(Saved entries)
┌──

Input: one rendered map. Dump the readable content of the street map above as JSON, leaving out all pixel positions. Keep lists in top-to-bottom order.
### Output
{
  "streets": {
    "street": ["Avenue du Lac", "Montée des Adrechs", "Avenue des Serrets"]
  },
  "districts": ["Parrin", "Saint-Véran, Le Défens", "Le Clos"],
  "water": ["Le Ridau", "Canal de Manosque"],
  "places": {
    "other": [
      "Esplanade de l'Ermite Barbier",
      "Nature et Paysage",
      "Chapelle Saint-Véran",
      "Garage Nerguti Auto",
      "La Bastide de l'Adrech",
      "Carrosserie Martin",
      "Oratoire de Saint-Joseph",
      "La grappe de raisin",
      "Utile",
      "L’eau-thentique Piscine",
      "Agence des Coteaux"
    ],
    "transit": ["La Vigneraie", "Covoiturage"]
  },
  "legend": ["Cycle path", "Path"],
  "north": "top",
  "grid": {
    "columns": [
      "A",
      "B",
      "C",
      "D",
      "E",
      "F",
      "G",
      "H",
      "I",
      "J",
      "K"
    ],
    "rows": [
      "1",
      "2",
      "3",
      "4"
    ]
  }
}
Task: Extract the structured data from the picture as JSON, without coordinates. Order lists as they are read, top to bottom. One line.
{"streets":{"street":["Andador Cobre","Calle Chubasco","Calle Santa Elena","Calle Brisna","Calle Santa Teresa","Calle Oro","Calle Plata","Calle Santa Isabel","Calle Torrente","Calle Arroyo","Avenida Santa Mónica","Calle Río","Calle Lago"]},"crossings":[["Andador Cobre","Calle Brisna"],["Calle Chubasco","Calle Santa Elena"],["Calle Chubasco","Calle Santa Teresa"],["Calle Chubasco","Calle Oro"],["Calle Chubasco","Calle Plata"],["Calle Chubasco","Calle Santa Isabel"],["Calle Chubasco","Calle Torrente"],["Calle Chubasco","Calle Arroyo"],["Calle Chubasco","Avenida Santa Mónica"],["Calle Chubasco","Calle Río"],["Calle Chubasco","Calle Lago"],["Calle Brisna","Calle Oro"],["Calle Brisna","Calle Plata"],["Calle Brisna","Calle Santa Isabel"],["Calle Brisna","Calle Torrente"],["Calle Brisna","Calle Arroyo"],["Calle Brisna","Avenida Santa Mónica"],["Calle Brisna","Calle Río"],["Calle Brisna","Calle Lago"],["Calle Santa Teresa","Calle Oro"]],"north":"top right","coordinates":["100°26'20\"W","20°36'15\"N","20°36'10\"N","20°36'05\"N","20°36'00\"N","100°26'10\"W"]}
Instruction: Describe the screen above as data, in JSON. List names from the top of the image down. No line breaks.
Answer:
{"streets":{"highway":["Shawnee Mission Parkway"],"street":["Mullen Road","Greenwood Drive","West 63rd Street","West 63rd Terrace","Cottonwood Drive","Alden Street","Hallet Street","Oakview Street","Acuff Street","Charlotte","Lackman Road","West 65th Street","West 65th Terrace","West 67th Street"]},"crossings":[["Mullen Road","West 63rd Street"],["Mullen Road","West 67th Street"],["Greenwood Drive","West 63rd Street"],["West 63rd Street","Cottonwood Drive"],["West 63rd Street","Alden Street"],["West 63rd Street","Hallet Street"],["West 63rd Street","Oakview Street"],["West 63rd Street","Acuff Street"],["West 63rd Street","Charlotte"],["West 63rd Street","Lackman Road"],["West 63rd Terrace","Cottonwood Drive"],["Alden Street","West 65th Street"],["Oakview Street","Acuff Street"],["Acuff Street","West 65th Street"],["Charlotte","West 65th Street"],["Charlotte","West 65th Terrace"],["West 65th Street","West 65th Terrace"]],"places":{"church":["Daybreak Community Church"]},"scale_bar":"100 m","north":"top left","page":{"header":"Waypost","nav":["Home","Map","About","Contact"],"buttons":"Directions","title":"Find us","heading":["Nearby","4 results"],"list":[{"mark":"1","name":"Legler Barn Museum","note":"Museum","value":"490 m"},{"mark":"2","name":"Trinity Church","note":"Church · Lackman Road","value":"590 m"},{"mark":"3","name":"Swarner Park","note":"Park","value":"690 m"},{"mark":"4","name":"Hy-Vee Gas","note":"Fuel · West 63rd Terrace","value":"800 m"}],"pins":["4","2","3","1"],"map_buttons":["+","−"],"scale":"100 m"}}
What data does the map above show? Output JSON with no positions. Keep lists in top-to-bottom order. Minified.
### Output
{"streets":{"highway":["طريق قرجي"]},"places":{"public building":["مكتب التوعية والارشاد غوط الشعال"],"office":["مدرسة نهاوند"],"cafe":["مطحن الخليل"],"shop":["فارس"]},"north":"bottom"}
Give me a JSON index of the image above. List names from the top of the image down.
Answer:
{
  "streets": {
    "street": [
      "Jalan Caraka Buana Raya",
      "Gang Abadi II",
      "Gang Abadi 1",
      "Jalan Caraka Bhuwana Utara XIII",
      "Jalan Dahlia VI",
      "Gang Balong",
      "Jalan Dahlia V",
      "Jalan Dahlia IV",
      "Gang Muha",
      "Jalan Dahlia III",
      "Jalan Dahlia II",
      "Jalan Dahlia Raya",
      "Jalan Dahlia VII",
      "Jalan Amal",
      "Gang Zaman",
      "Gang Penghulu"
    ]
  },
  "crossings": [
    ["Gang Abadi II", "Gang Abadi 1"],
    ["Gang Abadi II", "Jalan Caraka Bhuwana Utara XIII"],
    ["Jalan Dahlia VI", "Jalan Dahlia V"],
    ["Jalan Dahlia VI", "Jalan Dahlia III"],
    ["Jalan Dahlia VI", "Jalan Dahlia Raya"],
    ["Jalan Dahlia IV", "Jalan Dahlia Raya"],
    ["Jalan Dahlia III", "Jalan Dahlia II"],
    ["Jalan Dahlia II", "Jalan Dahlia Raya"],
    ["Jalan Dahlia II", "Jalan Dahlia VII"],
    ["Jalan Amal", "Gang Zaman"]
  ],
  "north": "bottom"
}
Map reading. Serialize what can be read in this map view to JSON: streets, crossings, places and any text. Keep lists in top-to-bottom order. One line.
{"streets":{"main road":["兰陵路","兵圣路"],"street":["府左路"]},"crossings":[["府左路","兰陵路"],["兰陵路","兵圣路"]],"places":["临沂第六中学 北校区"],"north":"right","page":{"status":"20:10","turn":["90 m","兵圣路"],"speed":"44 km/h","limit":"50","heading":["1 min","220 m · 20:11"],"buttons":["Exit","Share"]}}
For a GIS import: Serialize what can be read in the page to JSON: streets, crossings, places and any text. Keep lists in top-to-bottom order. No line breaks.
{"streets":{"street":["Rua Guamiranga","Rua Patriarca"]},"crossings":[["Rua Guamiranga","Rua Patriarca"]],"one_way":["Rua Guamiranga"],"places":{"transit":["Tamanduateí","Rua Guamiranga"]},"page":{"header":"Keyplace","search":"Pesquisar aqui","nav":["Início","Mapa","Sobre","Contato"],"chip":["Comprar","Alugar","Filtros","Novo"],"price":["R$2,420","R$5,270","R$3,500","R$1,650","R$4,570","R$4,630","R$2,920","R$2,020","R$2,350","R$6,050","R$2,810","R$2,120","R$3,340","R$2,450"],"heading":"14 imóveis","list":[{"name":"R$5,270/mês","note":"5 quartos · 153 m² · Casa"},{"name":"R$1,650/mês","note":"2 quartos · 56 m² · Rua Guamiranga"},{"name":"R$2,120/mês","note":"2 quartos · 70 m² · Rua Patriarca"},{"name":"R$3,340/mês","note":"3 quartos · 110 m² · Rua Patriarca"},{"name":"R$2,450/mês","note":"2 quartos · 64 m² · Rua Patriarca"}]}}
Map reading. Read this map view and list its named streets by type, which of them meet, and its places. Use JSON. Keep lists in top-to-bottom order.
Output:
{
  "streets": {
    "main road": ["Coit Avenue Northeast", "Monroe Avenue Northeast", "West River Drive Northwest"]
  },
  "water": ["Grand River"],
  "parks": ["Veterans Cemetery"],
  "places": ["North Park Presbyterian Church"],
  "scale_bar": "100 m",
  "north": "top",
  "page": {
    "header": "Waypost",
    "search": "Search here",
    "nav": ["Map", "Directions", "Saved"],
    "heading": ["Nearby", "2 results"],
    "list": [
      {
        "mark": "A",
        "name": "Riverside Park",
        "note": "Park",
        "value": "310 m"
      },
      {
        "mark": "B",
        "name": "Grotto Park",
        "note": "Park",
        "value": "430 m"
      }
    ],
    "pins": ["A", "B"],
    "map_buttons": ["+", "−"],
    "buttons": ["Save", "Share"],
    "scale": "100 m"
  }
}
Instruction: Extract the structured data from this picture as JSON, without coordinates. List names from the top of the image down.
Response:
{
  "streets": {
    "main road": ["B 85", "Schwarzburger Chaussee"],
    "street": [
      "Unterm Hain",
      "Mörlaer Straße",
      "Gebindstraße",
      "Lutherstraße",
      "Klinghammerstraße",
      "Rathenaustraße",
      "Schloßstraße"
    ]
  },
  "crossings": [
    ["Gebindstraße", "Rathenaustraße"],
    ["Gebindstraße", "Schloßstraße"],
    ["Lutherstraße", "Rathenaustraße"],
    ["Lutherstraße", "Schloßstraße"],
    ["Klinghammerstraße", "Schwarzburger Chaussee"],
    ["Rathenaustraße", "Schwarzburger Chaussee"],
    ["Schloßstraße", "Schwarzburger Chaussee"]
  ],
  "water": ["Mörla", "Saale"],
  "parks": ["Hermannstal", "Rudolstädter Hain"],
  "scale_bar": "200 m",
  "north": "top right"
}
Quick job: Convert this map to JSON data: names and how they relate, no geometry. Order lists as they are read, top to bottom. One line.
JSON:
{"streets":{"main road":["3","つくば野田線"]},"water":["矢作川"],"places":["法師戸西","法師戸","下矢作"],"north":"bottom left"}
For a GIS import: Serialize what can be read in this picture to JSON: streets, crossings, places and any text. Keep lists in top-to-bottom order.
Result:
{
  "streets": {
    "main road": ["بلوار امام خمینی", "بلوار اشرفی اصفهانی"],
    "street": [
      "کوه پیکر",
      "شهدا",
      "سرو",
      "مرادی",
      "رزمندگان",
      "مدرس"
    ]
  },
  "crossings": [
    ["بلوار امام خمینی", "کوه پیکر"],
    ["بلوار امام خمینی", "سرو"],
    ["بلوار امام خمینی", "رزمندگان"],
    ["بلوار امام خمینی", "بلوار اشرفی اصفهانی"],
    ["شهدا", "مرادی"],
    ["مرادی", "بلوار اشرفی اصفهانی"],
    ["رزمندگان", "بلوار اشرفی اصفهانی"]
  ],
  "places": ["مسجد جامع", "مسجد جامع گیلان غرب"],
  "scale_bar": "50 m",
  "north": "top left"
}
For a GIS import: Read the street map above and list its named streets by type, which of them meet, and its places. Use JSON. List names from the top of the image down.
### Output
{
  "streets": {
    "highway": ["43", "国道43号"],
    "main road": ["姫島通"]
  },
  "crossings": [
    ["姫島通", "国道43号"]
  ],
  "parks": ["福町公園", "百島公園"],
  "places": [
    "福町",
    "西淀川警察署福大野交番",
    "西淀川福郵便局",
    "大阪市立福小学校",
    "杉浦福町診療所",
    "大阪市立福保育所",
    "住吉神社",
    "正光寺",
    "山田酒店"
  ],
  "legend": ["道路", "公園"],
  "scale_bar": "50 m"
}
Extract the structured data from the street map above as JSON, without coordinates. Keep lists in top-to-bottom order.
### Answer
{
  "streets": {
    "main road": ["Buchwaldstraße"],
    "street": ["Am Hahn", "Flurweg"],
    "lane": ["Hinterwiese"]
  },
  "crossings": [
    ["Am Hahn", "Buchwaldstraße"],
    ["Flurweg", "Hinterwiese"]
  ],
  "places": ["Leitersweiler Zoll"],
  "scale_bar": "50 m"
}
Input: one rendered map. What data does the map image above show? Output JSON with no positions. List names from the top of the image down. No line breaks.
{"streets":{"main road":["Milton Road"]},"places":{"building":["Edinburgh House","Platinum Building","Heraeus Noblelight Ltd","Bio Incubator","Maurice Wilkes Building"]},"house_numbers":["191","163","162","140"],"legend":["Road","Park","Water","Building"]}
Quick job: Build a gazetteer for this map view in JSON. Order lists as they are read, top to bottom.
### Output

└──

Filter the entries and keep only the lines holding "Instruction".

• [Result]
Instruction: Describe the screen above as data, in JSON. List names from the top of the image down. No line breaks.
Instruction: Extract the structured data from this picture as JSON, without coordinates. List names from the top of the image down.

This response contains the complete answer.